## Some advice of DSP here...

Discuss emulation of the Nintendo Entertainment System and Famicom.

Moderator: Moderators

James
Posts: 429
Joined: Sat Jan 22, 2005 8:51 am
Location: Chicago, IL
Contact:

### Re: Some advice of DSP here...

tepples wrote:
zeroone wrote:Why every 3rd CPU cycle?
Probably someone's idea of the best compromise between speed and accuracy. I would have done every 2 CPU cycles, as the majority of the APU changes its output every other cycle, and the one channel that does allow odd periods (triangle) only changes it by a comparatively small amount.
It's an optimization to reduce filter processing requirements. Every 3rd cycle is the most you can reduce it while guaranteeing that there won't be any aliasing of high frequencies into the audible range. re: 2 vs. 3, I don't hear any difference.
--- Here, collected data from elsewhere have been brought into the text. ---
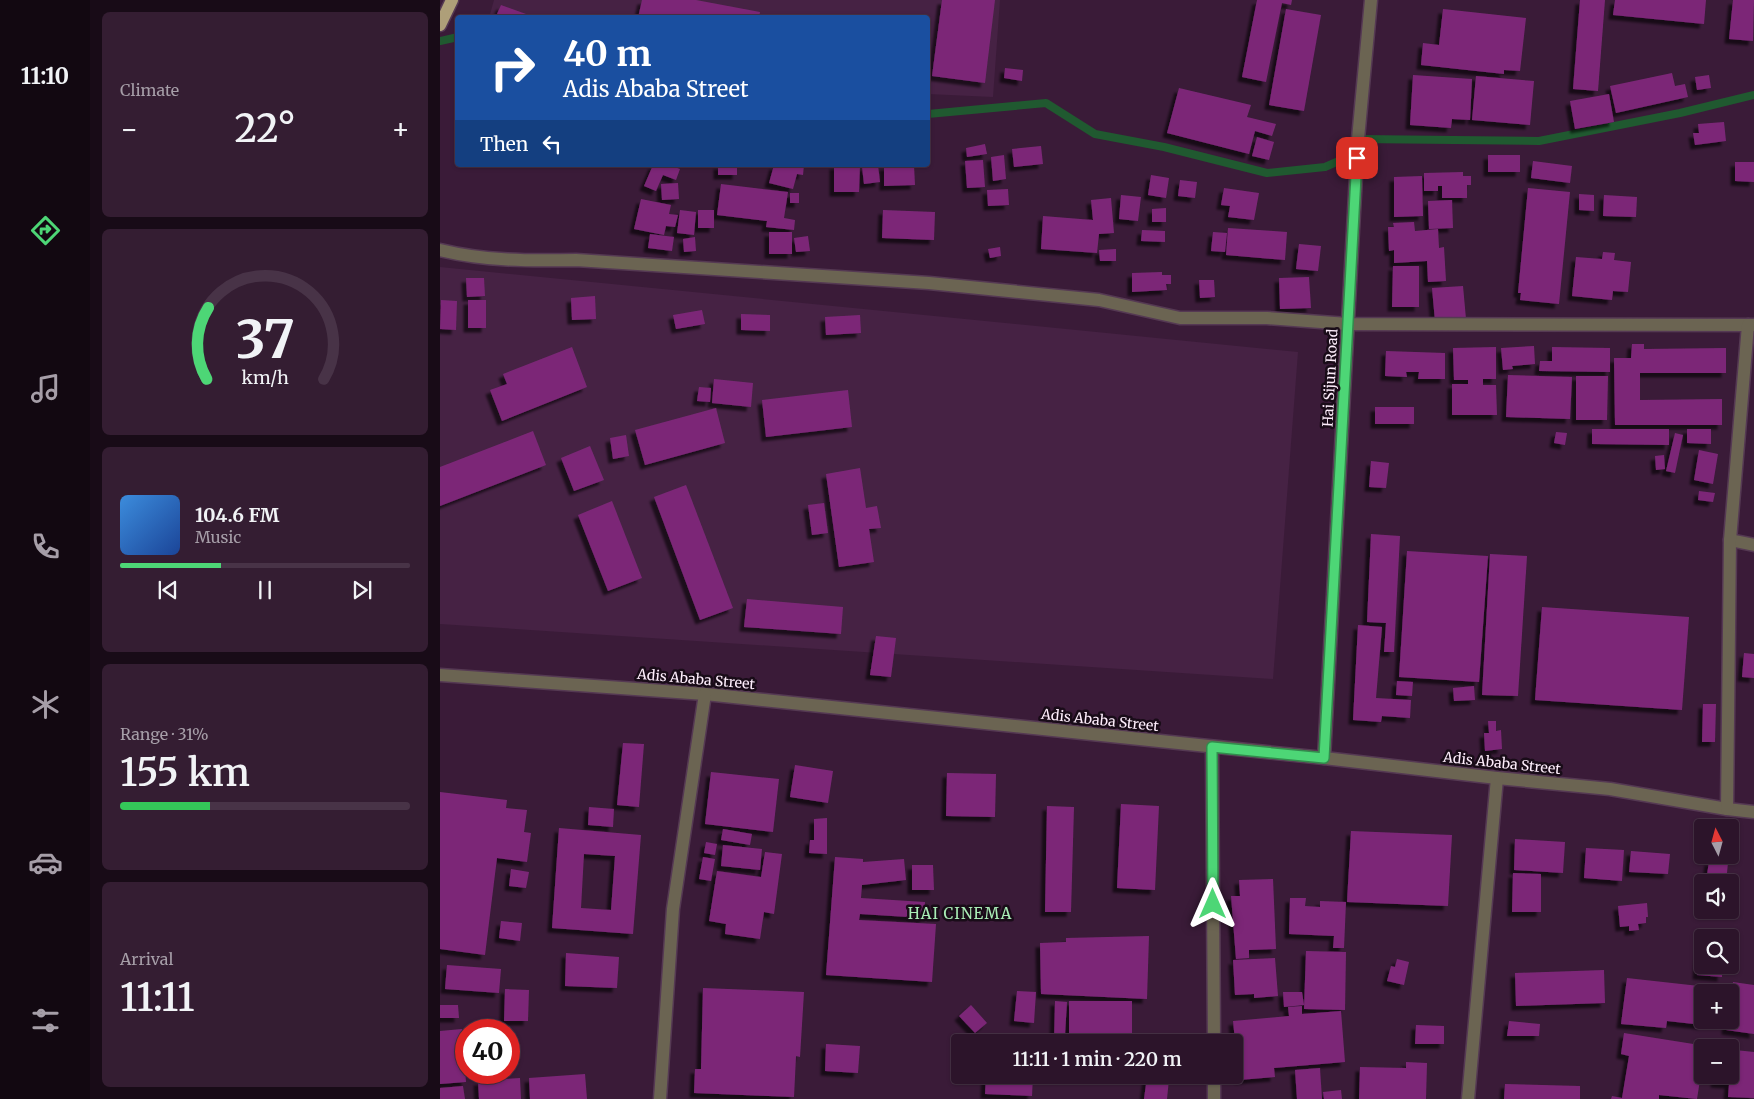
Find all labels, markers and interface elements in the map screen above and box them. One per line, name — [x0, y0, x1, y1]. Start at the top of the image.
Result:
text: 40 m — [563, 32, 651, 76]
icon: right — [480, 35, 545, 100]
text: 11:10 — [21, 62, 69, 90]
text: Adis Ababa Street — [563, 75, 749, 103]
text: Climate — [120, 80, 179, 100]
text: 22° — [234, 105, 296, 152]
text: − — [120, 111, 139, 147]
text: + — [391, 111, 410, 147]
icon: left — [538, 130, 566, 158]
text: Then — [480, 132, 528, 156]
pin — [1336, 137, 1378, 179]
icon: arrive — [1343, 144, 1371, 172]
icon: directions — [28, 213, 63, 248]
text: 37 — [236, 307, 294, 372]
street label: Hai Sijun Road — [1318, 328, 1342, 428]
text: km/h — [241, 366, 289, 389]
icon: music — [28, 371, 63, 406]
text: 104.6 FM — [195, 503, 279, 527]
text: Music — [195, 527, 241, 547]
icon: phone — [28, 529, 63, 564]
icon: previous — [154, 576, 182, 604]
icon: pause — [251, 576, 279, 604]
icon: next — [348, 576, 376, 604]
street label: Adis Ababa Street — [635, 665, 756, 693]
icon: climate — [28, 687, 63, 722]
street label: Adis Ababa Street — [1039, 705, 1160, 735]
text: Range · 31% — [120, 724, 209, 744]
street label: Adis Ababa Street — [1441, 748, 1562, 778]
text: 155 km — [120, 749, 250, 796]
north arrow — [1694, 819, 1739, 864]
map controls — [1694, 819, 1739, 1084]
icon: car — [28, 845, 63, 880]
button: sound — [1694, 874, 1739, 919]
position arrow — [1186, 877, 1238, 929]
district label: HAI CINEMA — [908, 904, 1012, 923]
button: search — [1694, 929, 1739, 974]
text: Arrival — [120, 949, 173, 969]
text: 11:11 — [120, 974, 195, 1021]
button: + — [1694, 984, 1739, 1029]
icon: filters — [28, 1003, 63, 1038]
speed limit sign: 40 — [455, 1019, 520, 1084]
button: − — [1694, 1039, 1739, 1084]
text: 11:11 · 1 min · 220 m — [1012, 1047, 1182, 1071]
Besides, does it matter? According to the sampling theorem, it should be fine, no?
tepples wrote:
Also, is the b-spline step necessary? Once the high frequencies are filtered away, shouldn't you just be able to sub-sample the data (i.e. just throw away samples).
That'd be fine if 48 kHz divided evenly into the 315/176 MHz clock rate of the CPU. But it doesn't. There are 37.2869 CPU cycles for each output sample. So you end up having to interpolate when you decimate, inferring output samples that lie between the samples of the filter's output. You can use nearest-neighbor resampling, choosing (say) one output sample every 37, 37, 38, 37, 37, 37, 38, ... input samples, but it adds a bit of jitter. Linear interpolation shouldn't pose a problem though with this much margin.
The interpolation method was chosen based on the work in this paper: http://yehar.com/blog/wp-content/upload ... 8/deip.pdf. The signal is approximately 12x oversampled. According to the results in the paper (interpolation between the 8x and 16x numbers...), linear interpolation would result in ~50dB SNR, while 3rd order b-spline is ~106dB SNR.
get nemulator
http://nemulator.com

tepples
Posts: 22044
Joined: Sun Sep 19, 2004 11:12 pm
Location: NE Indiana, USA (NTSC)
Contact:

### Re: Some advice of DSP here...

James wrote:
tepples wrote:
zeroone wrote:Why every 3rd CPU cycle?
Probably someone's idea of the best compromise between speed and accuracy. I would have done every 2 CPU cycles, as the majority of the APU changes its output every other cycle, and the one channel that does allow odd periods (triangle) only changes it by a comparatively small amount.
It's an optimization to reduce filter processing requirements. Every 3rd cycle is the most you can reduce it while guaranteeing that there won't be any aliasing of high frequencies into the audible range. re: 2 vs. 3, I don't hear any difference. Besides, does it matter? According to the sampling theorem, it should be fine, no?
Short-period noise at the highest frequency (\$400E=\$80) changes its output level every four cycles. (source) If you point-sample it every 3 cycles, then you'll pick up 1 of some levels and 2 of others. In sampling theorem terms, there's some ultrasonic aliasing that you're not completely rejecting. But I haven't tested sampling every 3 cycles, so I don't know either how it would sound. I chose 2 based on theory, as it's guaranteed to give equal weight to every output sample from square and noise.

lidnariq
Posts: 9655
Joined: Sun Apr 13, 2008 11:12 am
Location: Seattle

### Re: Some advice of DSP here...

I remember this discussion from the first time he mentioned it.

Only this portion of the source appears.